Why do you take television “”journalism”" seriously? Why lower yourselves?
I presume you know the difference between print and non-print (“broadcast”) journalism.

In college, I had a child psychology professor (“Developmental Psychology” was the course name) who once said that the best orphanage was worse than the worst foster home. Consider that an appropriate analogy for your (supposed) choice of best television reporting.



    Gary Schwitzer posted on August 26, 2013 at 10:49 am


    This had nothing to do with television journalism.

    This was about a television station hosting a Health Fair at the MN State Fair.

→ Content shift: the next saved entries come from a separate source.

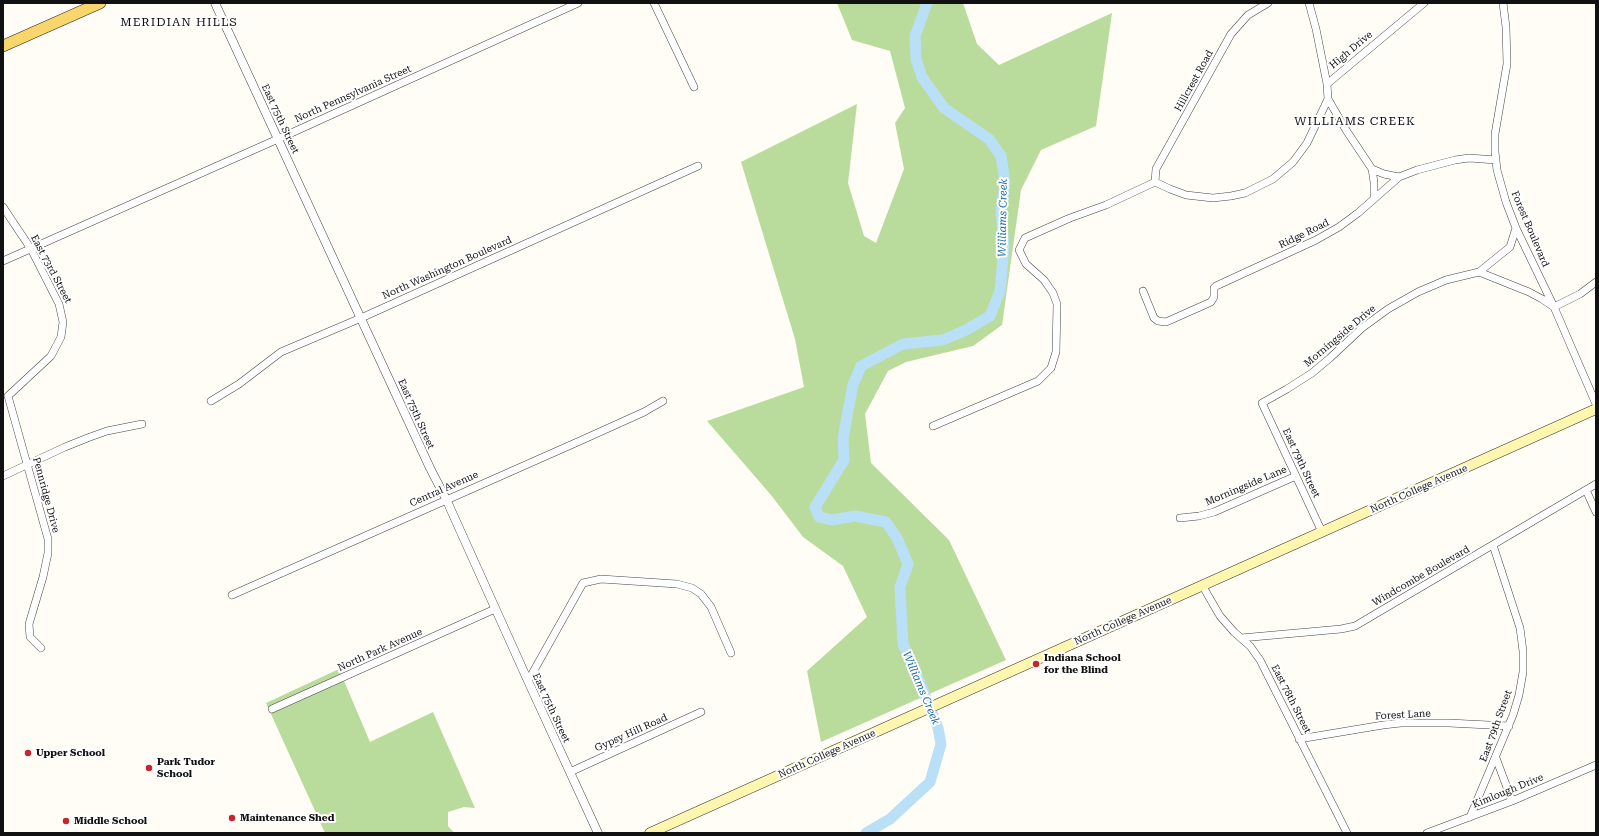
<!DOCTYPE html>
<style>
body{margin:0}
#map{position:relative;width:1599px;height:836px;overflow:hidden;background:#fffdf5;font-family:"Roboto Serif",serif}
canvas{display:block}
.frame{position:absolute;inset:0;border:4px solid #111;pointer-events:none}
</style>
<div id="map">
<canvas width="1599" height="836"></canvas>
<div class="frame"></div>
</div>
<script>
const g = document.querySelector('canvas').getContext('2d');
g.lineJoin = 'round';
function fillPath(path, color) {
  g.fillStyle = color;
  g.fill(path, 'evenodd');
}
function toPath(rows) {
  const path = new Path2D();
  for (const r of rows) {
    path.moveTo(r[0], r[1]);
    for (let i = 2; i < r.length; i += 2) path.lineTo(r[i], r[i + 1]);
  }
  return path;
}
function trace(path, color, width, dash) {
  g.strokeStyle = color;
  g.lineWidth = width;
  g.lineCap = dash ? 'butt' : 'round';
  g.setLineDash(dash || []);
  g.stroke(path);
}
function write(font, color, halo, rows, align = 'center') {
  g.font = font + ' "Roboto Serif",serif';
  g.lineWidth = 4;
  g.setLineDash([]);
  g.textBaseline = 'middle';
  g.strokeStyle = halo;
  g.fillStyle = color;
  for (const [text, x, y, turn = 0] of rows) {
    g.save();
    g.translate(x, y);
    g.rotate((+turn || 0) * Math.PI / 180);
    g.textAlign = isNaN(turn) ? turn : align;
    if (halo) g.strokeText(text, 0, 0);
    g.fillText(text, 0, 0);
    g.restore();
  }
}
fillPath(toPath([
 [837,3,963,3,977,44,999,65,1112,13,1096,126,1041,150,1021,190,1002,325,973,346,906,362,888,371,865,414,871,463,949,540,1006,660,821,742,807,671,867,617,843,566,803,537,771,495,707,421,804,387,795,339,741,162,857,104,848,183,864,236,876,243,904,169,895,123,905,108,890,51,852,40],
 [339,669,370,742,433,712,475,808,464,807,448,812,448,826,454,833,325,833,266,703]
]), '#b9dc9c');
trace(toPath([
 [866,833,890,819,930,782,941,744,938,728,914,668,903,644,900,587,908,564,897,538,886,522,855,516,832,520,819,517,815,507,844,460,843,439,848,411,853,385,861,366,903,344,943,340,966,330,990,316,1000,291,1004,247,1001,213,1005,182,1001,156,989,139,944,108,922,77,916,59,915,36,927,3]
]), '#b9e0f7', 11);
const minor = toPath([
 [654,3,694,87],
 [1309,3,1316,29,1327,84],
 [1503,3,1506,27,1507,64,1495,134,1495,152,1497,170,1506,202,1516,228,1554,307,1596,404],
 [1328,99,1346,130,1372,169,1374,182,1374,198],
 [1372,169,1384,174,1399,177],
 [1155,182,1170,189,1186,195,1213,198,1231,196,1245,193,1273,179,1293,162,1307,143,1328,99,1327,84,1424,3],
 [1155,182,1156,169,1231,34,1248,15,1268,3],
 [3,207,31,249,59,304,63,322,61,337,51,356,8,396],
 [3,261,278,139,578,3],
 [1479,272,1510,247,1516,228],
 [1143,291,1154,318,1158,321,1166,322,1211,302,1214,297,1214,288,1216,286,1316,240,1339,227,1358,213,1399,177,1417,170,1455,160,1469,158,1496,160],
 [8,396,48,539,48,553,43,577,29,624,30,637,41,648],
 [211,401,239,384,281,352,361,318,698,166],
 [933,426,1038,381,1051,368,1056,352,1057,304,1053,293,1044,280,1026,264,1019,250,1025,238,1070,218,1106,205,1155,182],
 [3,476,65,447,90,437,107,431,142,424],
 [1586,490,1596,512],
 [1180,518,1199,516,1214,512,1296,476],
 [1322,532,1262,403,1287,389,1312,373,1330,358,1362,328,1388,309,1418,292,1446,280,1479,272,1529,292,1542,299,1554,307,1580,294,1596,282],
 [1202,585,1220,616,1234,632,1250,646,1260,660,1347,833],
 [232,595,582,440,644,412,663,401],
 [1241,638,1341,629,1355,626,1596,484],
 [528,681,583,583,601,579,677,584,692,588,701,594,711,607,731,653],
 [272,709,495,609],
 [1299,739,1383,725,1401,723,1449,723,1509,726],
 [1496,758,1512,801],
 [570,772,701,712],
 [1470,817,1513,715,1519,695,1523,672,1523,651,1520,628,1493,545],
 [1427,833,1512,801,1596,765]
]);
const tertiary = toPath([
 [215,3,430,468,446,499,528,681,598,833]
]);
const secondary = toPath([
 [650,833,1596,409]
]);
const primary = toPath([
 [3,46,100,3]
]);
trace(minor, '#444', 8);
trace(tertiary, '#444', 9);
trace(secondary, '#333', 11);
trace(primary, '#222', 12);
trace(minor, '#fff', 7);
trace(tertiary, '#fff', 8);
trace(secondary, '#fff6b0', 10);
trace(primary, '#f9d66b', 11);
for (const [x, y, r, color] of [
 [1036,664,4,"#c4262e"],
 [28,753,4,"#c4262e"],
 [149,768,4,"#c4262e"],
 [232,818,4,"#c4262e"],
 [66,821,4,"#c4262e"]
]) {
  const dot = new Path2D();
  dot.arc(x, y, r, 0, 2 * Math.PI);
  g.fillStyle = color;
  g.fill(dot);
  trace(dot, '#fff', 1.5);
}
write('10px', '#111', '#fff', [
 ["High Drive",1351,50,-40],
 ["Hillcrest Road",1194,81,-61],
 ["North Pennsylvania Street",353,94,-24],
 ["East 75th Street",280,119,65],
 ["Forest Boulevard",1530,229,67],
 ["Ridge Road",1304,234,-26],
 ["North Washington Boulevard",447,268,-24],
 ["East 73rd Street",51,269,62],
 ["Morningside Drive",1340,336,-40],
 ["East 75th Street",416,414,66],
 ["East 79th Street",1301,463,65],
 ["Morningside Lane",1246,486,-23],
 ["Central Avenue",444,489,-24],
 ["North College Avenue",1419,489,-24],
 ["Pennridge Drive",46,495,75],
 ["Windcombe Boulevard",1421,576,-30],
 ["North College Avenue",1123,621,-24],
 ["North Park Avenue",380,650,-24],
 ["East 78th Street",1291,699,63],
 ["East 75th Street",551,708,65],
 ["Forest Lane",1403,715,-3],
 ["East 79th Street",1496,726,-70],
 ["Gypsy Hill Road",631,733,-24],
 ["North College Avenue",827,754,-24],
 ["Kimlough Drive",1508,791,-22]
]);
write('bold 10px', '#111', '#fff', [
 ["Indiana School",1044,658],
 ["for the Blind",1044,670],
 ["Upper School",36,753],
 ["Park Tudor",157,762],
 ["School",157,774],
 ["Maintenance Shed",240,818],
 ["Middle School",74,821]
], 'left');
write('italic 11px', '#1768a6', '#fff', [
 ["Williams Creek",1003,218,-89],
 ["Williams Creek",921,688,67]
]);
g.letterSpacing = '1px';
write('12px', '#111', '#fff', [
 ["MERIDIAN HILLS",179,22],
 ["WILLIAMS CREEK",1355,121]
]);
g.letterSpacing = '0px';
</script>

    It had more to do with their marketing/promotions/community relations departments than it did with their news department.

    Nonetheless, it is a media ethics issue.

Sarah posted on August 27, 2013 at 12:49 pm

I have had the opportunity to take part in the HealthFair 11 screening that you are speaking of. Let me first ask you if you have taken the time to do this screening or asked for an explanation from the people that are performing it? I have some medical background and was very curious about the screening. Upon reading the consent form, it is very clear that the test performed is not diagnostic but a screening tool. In fact, I was told that the only diagnostic tool for osteoporosis is the DEXA scan. One thing that piqued my interest was the fact that I am no longer building bone, as I am 39 years old, and was curious as to what recommendations they could give me to help maintain good bone health. I walked away with more information about osteoporosis risks, such as nicotine and alcohol’s roles in calcium absorption. It was $4 well spent.

    Gary Schwitzer posted on August 27, 2013 at 1:26 pm


    Thanks for your note.

    It is the heel scan’s use as a screening tool that was criticized by the experts I cited – the commentary in the Annals of Internal Medicine and the abandonment of the free (not $4 charge) screening once offered by The Indiana State Department of Health. We didn’t write anything about the heel scan being a diagnostic tool. There are enough questions about it as a screening tool, much less looking at it as a diagnostic tool.

    I’m happy for you that you are happy with your experience. The evidence-based concerns about the practice stand nonetheless. The meaning of caveat emptor, as you undoubtedly know, is “let the buyer beware.” If you know about the limitations of the procedure and still want to do it, that’s totally up to you.